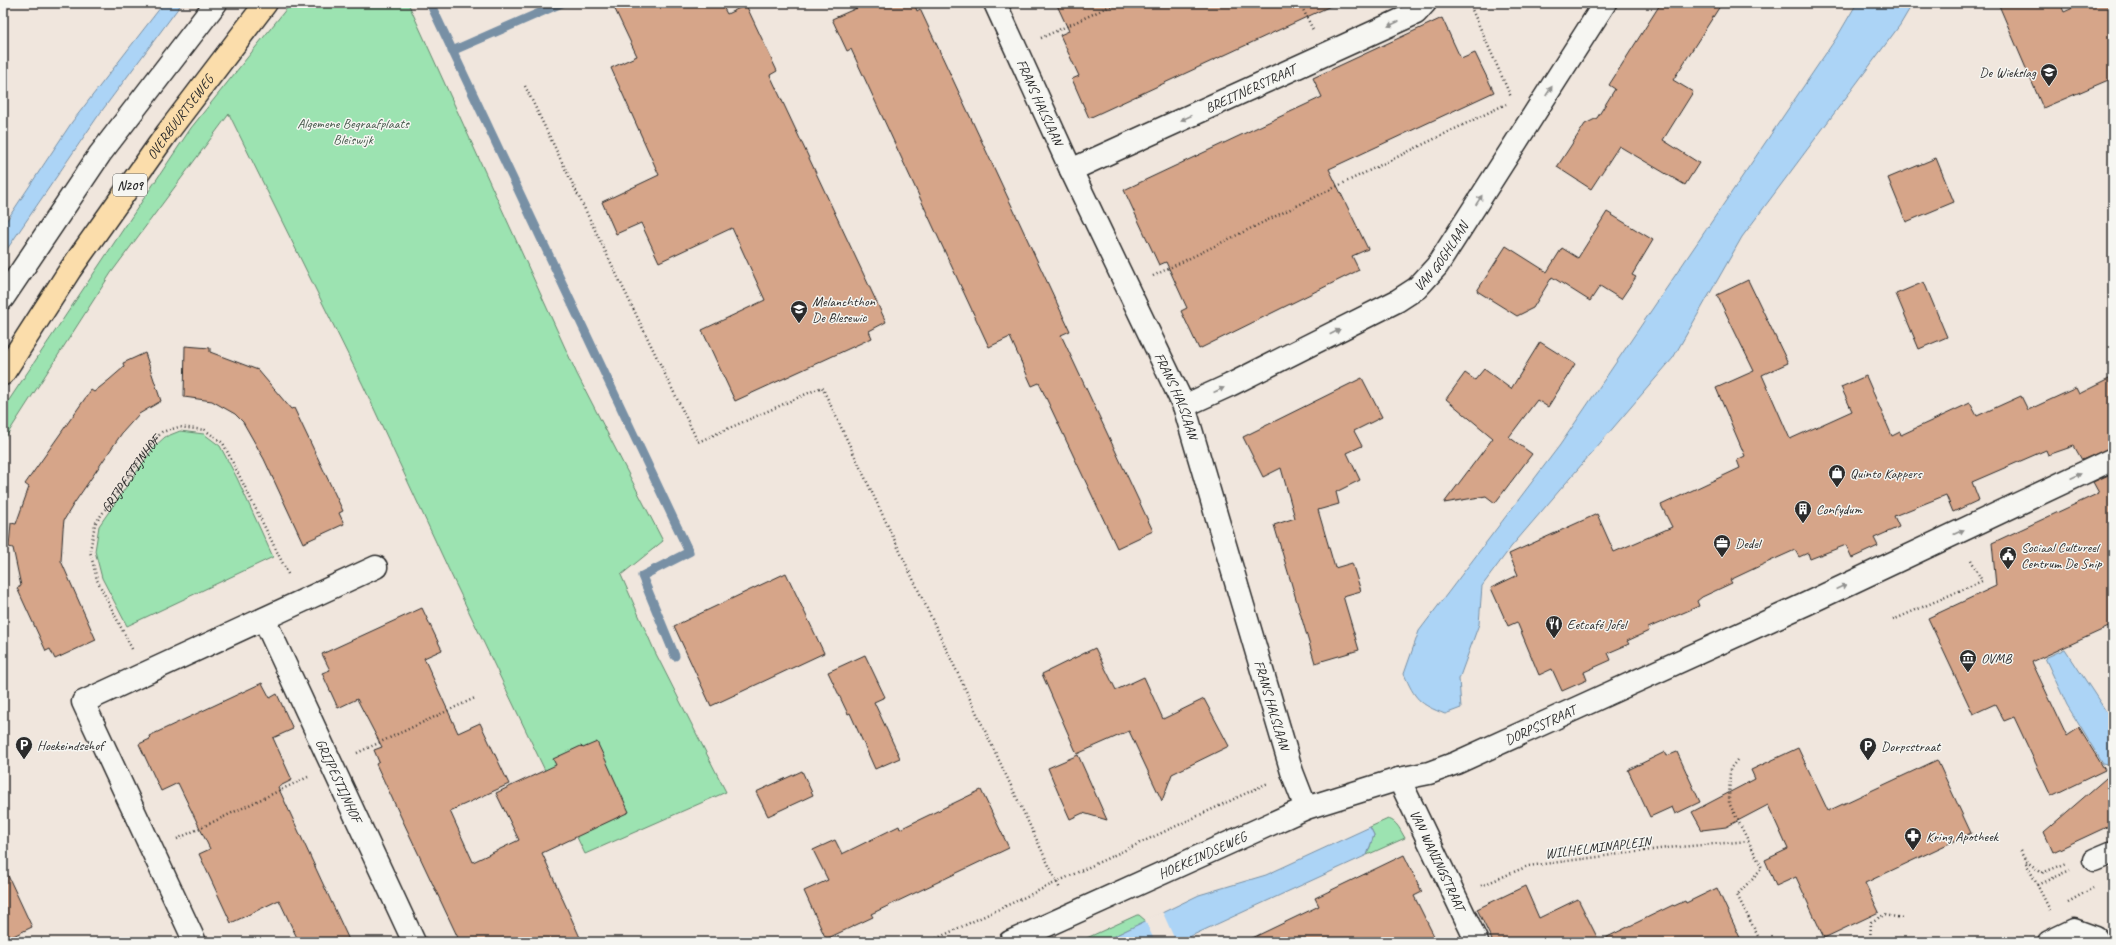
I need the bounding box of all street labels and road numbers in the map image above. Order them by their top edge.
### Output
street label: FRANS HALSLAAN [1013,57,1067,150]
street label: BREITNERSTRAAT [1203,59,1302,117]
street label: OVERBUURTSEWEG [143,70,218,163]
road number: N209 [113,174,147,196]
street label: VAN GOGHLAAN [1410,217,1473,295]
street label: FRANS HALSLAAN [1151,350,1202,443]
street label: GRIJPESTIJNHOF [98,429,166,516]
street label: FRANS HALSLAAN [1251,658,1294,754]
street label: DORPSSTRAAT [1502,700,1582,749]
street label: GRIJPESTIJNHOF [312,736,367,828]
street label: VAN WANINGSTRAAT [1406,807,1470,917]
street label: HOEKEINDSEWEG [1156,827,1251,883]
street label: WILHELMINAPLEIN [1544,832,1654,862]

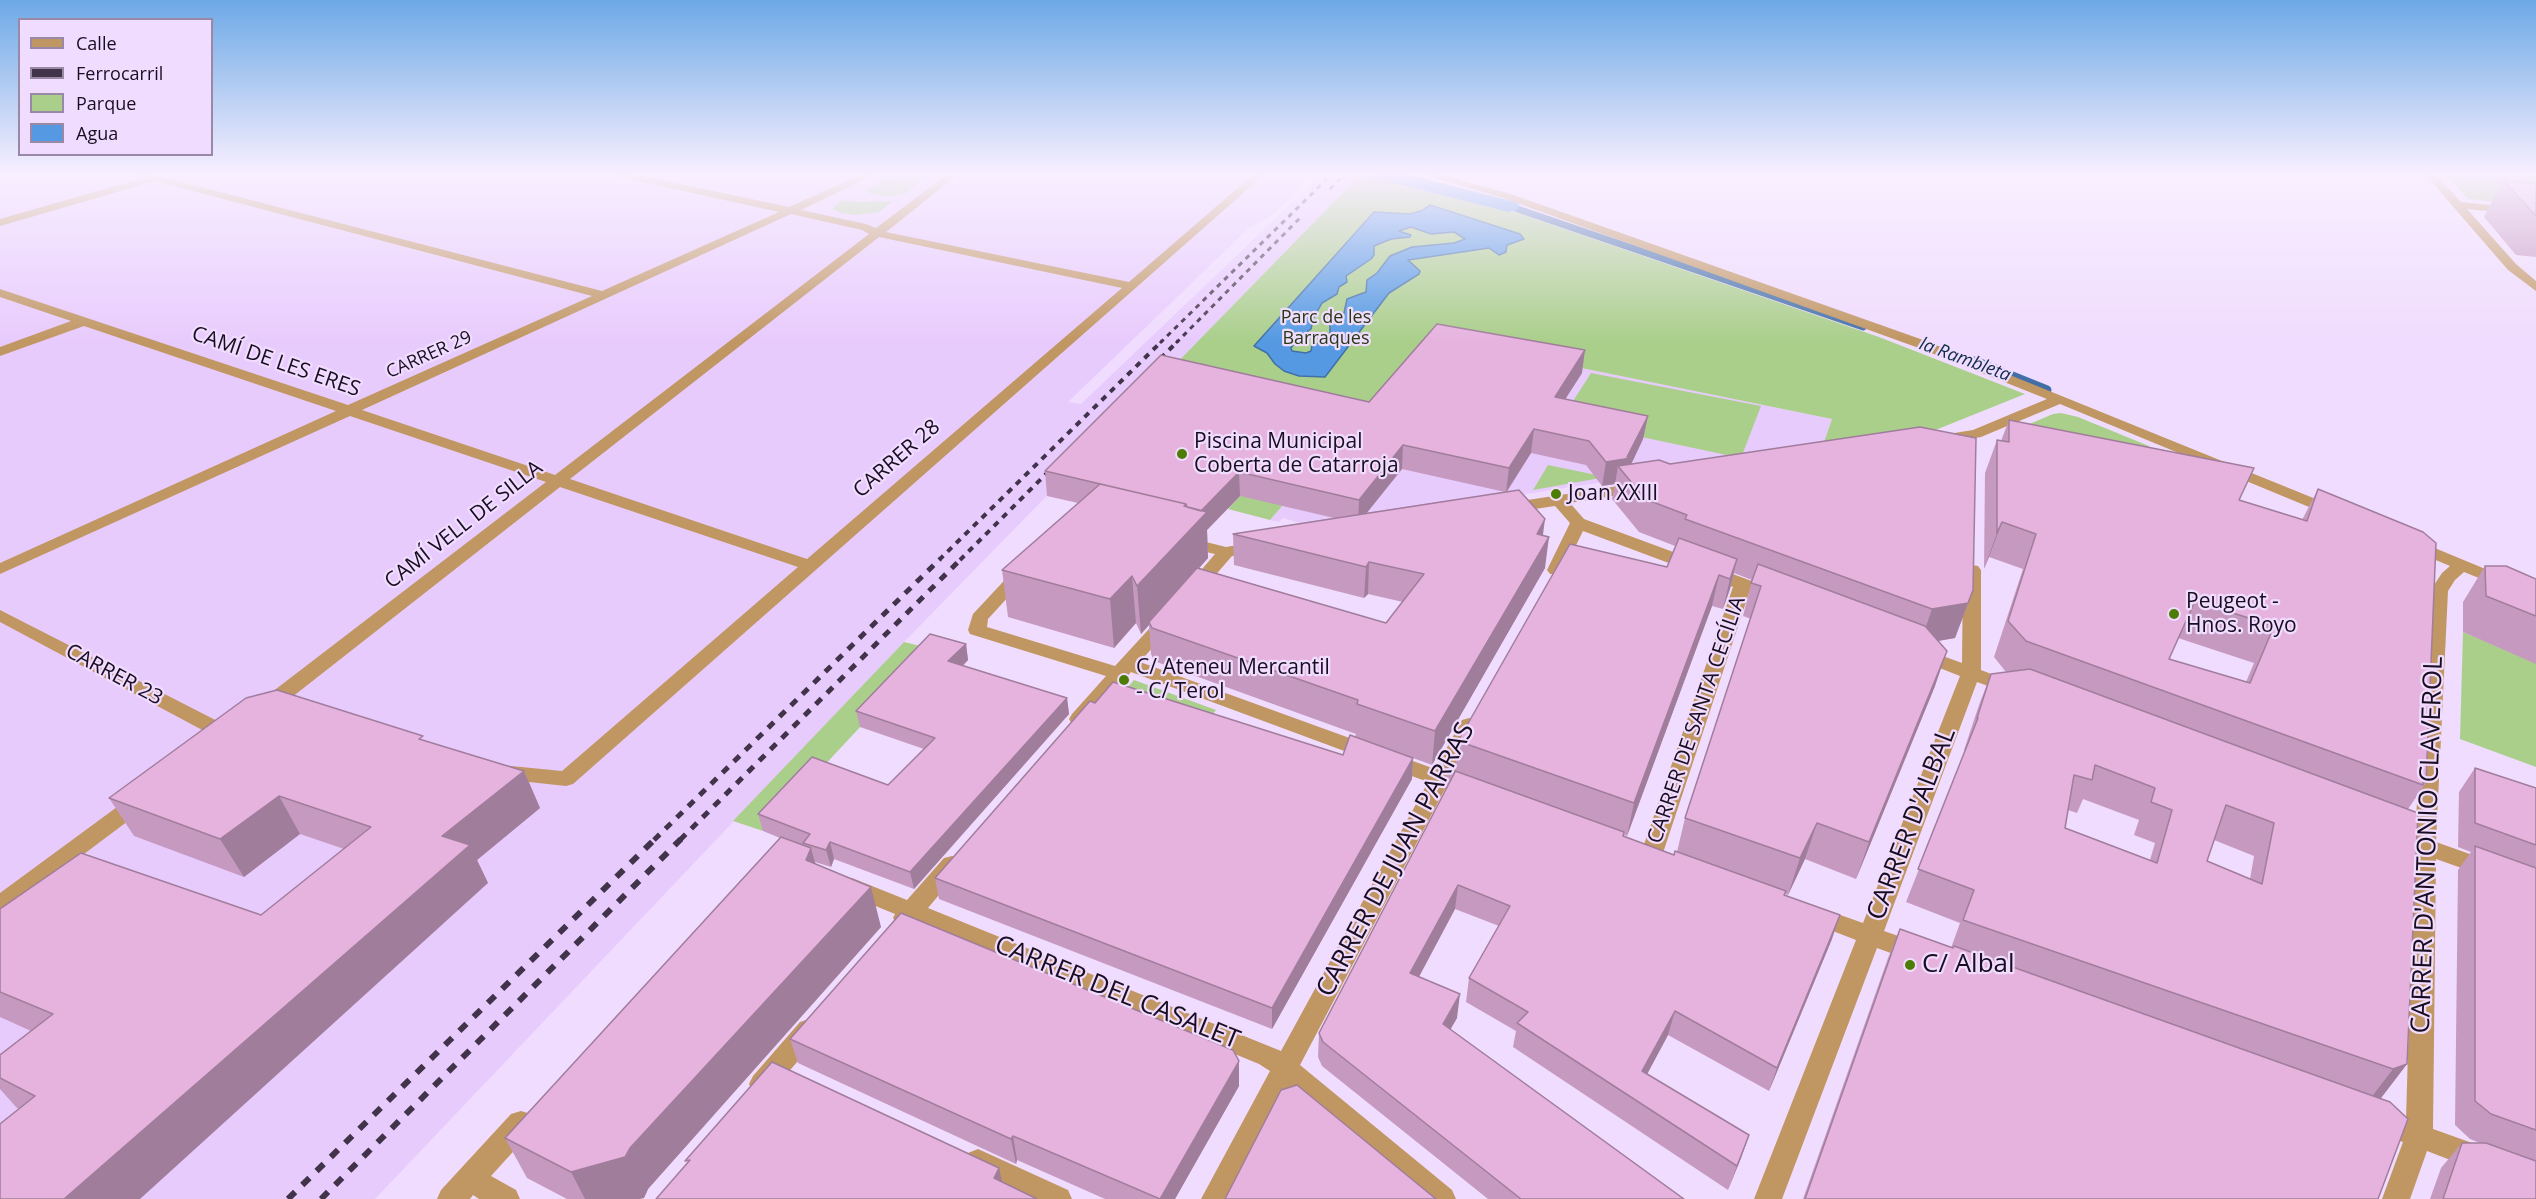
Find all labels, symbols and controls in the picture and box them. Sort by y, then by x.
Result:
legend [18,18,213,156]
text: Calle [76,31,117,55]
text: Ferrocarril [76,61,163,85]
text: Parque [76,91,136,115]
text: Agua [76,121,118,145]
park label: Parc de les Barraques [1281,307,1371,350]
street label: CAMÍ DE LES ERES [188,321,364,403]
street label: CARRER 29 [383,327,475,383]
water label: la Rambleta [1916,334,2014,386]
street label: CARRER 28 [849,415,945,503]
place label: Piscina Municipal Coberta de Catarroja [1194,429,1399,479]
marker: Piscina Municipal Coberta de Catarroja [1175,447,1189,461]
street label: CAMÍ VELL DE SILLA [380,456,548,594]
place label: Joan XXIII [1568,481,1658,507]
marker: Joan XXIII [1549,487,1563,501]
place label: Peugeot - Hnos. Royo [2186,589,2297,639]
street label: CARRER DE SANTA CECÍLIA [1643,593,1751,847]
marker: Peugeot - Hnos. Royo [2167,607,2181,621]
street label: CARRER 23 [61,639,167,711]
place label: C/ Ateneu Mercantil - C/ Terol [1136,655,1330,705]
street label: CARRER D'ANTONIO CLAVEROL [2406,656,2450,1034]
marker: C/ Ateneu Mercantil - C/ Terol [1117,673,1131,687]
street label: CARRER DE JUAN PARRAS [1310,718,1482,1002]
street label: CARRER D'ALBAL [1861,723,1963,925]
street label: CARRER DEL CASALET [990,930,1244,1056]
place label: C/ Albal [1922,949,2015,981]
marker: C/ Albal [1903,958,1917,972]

* * *

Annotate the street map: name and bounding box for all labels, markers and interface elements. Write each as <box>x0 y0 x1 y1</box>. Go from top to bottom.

■ **EXERCISE DESCRIPTION**: Lines holding "them" in the material above: report their number and nothing else.

■ **SOLUTION TO THIS EXERCISE**: 2